»»

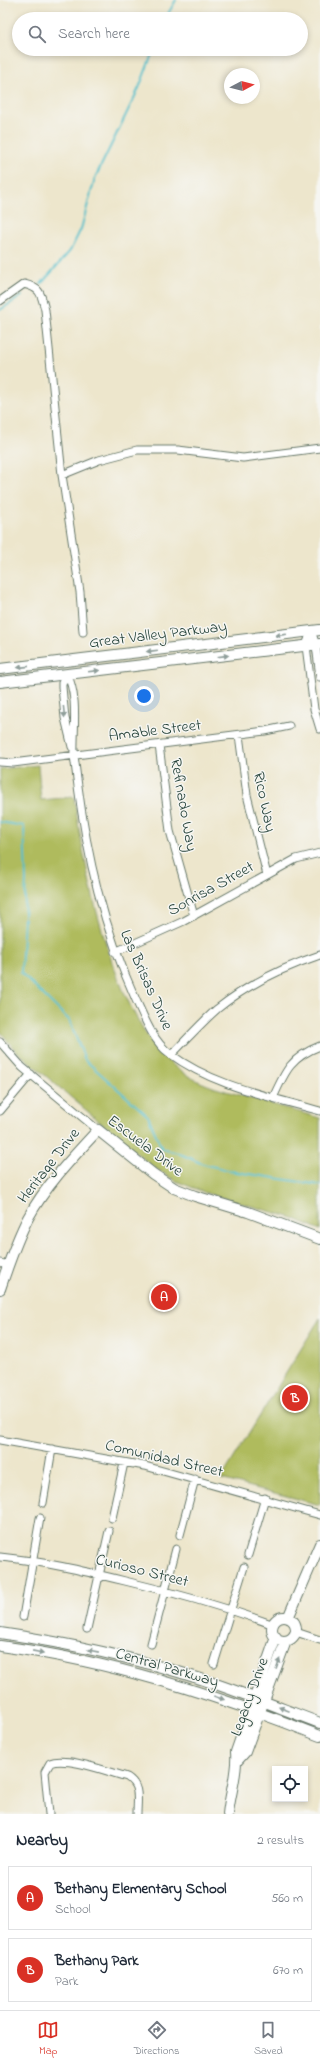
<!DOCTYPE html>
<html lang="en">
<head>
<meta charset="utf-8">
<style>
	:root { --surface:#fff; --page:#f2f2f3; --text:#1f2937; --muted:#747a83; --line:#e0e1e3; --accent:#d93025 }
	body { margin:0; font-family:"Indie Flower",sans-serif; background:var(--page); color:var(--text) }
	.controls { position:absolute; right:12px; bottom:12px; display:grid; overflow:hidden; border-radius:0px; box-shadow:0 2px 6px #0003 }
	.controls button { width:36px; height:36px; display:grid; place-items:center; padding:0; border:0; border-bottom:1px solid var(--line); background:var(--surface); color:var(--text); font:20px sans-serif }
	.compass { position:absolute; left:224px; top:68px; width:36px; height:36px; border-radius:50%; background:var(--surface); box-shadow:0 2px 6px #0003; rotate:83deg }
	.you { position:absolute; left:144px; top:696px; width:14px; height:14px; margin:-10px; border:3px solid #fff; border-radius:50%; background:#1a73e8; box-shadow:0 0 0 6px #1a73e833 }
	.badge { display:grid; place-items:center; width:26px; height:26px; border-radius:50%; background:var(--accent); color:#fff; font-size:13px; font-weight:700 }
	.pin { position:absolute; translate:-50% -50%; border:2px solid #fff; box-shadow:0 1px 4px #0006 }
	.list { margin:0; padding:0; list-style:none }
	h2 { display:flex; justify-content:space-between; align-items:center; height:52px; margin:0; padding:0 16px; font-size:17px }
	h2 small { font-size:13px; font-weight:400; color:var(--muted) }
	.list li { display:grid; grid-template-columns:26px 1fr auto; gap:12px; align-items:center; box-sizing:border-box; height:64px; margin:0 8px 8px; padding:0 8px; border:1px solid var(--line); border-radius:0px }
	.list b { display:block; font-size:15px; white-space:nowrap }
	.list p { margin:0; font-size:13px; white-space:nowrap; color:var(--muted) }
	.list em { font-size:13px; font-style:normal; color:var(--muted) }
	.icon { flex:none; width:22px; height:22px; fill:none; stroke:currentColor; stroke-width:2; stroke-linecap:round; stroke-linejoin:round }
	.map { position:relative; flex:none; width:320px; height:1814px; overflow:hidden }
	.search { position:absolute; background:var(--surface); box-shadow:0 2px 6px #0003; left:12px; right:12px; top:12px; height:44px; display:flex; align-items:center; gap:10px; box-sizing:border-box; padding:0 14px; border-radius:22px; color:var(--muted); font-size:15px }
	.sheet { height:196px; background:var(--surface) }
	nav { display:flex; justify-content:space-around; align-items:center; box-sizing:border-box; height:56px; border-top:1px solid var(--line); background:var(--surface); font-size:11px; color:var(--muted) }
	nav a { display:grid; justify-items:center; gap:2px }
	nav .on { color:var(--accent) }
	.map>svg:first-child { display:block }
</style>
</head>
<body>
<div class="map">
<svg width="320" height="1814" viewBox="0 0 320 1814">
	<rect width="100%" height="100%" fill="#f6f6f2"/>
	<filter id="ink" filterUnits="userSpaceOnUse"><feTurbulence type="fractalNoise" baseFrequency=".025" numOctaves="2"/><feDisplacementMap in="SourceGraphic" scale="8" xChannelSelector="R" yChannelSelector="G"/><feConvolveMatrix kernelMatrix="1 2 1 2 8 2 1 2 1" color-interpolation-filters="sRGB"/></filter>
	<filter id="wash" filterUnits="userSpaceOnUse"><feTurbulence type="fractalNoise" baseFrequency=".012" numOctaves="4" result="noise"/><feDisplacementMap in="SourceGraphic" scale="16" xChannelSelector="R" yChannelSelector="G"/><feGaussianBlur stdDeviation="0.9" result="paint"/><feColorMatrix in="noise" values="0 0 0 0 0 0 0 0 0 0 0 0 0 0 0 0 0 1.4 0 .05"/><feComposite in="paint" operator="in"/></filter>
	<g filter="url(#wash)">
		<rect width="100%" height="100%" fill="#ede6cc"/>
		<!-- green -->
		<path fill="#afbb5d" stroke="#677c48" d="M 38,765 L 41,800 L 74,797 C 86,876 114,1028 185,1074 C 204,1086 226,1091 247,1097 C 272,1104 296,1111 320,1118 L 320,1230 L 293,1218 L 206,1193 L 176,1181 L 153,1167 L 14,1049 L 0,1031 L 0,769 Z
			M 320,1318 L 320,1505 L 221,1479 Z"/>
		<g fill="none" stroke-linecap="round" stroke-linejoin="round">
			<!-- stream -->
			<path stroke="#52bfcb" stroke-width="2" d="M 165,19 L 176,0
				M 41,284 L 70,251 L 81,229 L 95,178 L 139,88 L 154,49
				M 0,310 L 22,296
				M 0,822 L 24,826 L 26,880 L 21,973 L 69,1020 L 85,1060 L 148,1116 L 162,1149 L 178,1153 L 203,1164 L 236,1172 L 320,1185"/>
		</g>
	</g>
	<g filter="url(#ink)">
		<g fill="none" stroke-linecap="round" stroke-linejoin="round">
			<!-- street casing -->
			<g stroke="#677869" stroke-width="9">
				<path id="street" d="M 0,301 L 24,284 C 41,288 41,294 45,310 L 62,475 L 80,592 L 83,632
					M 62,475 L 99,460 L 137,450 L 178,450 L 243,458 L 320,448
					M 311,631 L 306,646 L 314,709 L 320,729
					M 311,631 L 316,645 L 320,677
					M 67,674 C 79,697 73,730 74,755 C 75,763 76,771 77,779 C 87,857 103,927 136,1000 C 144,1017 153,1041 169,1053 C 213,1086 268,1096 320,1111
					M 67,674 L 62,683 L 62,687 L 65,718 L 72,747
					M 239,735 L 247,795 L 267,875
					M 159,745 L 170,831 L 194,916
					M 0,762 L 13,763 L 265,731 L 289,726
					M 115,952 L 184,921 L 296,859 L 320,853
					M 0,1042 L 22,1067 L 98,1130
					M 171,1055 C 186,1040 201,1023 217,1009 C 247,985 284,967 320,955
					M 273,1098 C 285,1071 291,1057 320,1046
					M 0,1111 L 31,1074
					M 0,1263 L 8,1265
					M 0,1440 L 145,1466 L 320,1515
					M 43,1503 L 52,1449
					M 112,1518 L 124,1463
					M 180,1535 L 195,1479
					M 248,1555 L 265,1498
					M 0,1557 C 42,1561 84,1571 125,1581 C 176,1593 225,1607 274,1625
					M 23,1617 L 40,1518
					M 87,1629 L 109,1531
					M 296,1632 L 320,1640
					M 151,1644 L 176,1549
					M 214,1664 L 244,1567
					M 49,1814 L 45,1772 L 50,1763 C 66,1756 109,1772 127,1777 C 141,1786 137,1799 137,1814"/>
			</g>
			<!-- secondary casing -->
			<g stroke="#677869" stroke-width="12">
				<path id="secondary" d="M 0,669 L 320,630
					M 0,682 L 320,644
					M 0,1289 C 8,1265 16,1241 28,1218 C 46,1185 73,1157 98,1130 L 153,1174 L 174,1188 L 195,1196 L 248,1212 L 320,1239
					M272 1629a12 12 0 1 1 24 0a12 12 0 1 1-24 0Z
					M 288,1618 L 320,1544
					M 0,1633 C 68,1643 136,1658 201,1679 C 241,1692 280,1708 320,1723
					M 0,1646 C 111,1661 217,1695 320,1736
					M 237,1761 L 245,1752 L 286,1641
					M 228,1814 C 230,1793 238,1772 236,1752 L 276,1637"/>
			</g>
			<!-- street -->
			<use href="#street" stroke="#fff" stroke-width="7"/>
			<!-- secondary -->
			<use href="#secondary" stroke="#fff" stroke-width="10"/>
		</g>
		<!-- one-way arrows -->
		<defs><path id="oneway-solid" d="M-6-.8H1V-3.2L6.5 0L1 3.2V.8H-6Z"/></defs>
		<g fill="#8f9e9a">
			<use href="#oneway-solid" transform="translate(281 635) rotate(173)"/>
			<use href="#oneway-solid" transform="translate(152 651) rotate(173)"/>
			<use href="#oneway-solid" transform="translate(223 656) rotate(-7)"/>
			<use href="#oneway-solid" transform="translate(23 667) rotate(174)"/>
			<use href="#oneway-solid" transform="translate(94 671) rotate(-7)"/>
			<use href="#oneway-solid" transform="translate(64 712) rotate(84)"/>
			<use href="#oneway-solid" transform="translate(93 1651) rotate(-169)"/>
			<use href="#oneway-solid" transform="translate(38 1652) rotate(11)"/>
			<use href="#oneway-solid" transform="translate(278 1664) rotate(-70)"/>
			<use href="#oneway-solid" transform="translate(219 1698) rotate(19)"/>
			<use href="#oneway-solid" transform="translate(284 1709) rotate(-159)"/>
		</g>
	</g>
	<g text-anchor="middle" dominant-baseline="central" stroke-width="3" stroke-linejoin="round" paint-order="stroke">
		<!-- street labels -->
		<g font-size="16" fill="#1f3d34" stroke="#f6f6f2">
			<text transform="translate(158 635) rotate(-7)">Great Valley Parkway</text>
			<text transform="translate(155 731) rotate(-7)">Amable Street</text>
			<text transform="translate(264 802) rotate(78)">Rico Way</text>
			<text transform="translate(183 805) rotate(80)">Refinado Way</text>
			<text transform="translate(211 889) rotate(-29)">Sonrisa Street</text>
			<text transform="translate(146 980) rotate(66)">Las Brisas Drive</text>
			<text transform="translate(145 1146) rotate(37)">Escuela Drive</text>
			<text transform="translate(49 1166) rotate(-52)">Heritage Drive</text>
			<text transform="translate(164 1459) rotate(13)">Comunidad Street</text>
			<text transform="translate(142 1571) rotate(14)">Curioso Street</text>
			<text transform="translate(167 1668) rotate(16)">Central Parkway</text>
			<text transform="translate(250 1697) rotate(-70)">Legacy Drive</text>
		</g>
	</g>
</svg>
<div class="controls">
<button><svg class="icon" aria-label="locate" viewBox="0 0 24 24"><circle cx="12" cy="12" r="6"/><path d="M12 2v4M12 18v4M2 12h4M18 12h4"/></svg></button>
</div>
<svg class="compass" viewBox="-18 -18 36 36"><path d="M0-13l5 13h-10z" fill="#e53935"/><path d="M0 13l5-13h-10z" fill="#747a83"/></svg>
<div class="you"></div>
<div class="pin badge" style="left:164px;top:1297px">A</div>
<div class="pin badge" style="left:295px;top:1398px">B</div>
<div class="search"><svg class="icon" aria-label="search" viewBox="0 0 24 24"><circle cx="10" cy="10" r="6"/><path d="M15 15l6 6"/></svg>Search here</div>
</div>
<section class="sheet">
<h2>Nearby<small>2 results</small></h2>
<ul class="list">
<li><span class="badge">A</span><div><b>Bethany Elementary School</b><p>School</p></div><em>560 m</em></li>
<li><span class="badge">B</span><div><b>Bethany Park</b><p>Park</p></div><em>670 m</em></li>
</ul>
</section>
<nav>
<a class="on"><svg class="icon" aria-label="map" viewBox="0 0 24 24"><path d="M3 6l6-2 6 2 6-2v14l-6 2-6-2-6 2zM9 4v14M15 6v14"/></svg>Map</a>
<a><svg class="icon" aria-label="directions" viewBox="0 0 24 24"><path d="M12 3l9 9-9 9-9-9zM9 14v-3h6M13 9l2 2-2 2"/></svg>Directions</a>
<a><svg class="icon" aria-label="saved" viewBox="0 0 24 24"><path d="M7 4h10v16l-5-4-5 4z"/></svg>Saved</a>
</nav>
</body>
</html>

««

Would you please repeat exactly the lines above, starting at the line with "position:absolute; right:12px; bottom:12px;" and stopping at the line with "display:flex; justify-content:space-between; align-items:center;", both included?

	.controls { position:absolute; right:12px; bottom:12px; display:grid; overflow:hidden; border-radius:0px; box-shadow:0 2px 6px #0003 }
	.controls button { width:36px; height:36px; display:grid; place-items:center; padding:0; border:0; border-bottom:1px solid var(--line); background:var(--surface); color:var(--text); font:20px sans-serif }
	.compass { position:absolute; left:224px; top:68px; width:36px; height:36px; border-radius:50%; background:var(--surface); box-shadow:0 2px 6px #0003; rotate:83deg }
	.you { position:absolute; left:144px; top:696px; width:14px; height:14px; margin:-10px; border:3px solid #fff; border-radius:50%; background:#1a73e8; box-shadow:0 0 0 6px #1a73e833 }
	.badge { display:grid; place-items:center; width:26px; height:26px; border-radius:50%; background:var(--accent); color:#fff; font-size:13px; font-weight:700 }
	.pin { position:absolute; translate:-50% -50%; border:2px solid #fff; box-shadow:0 1px 4px #0006 }
	.list { margin:0; padding:0; list-style:none }
	h2 { display:flex; justify-content:space-between; align-items:center; height:52px; margin:0; padding:0 16px; font-size:17px }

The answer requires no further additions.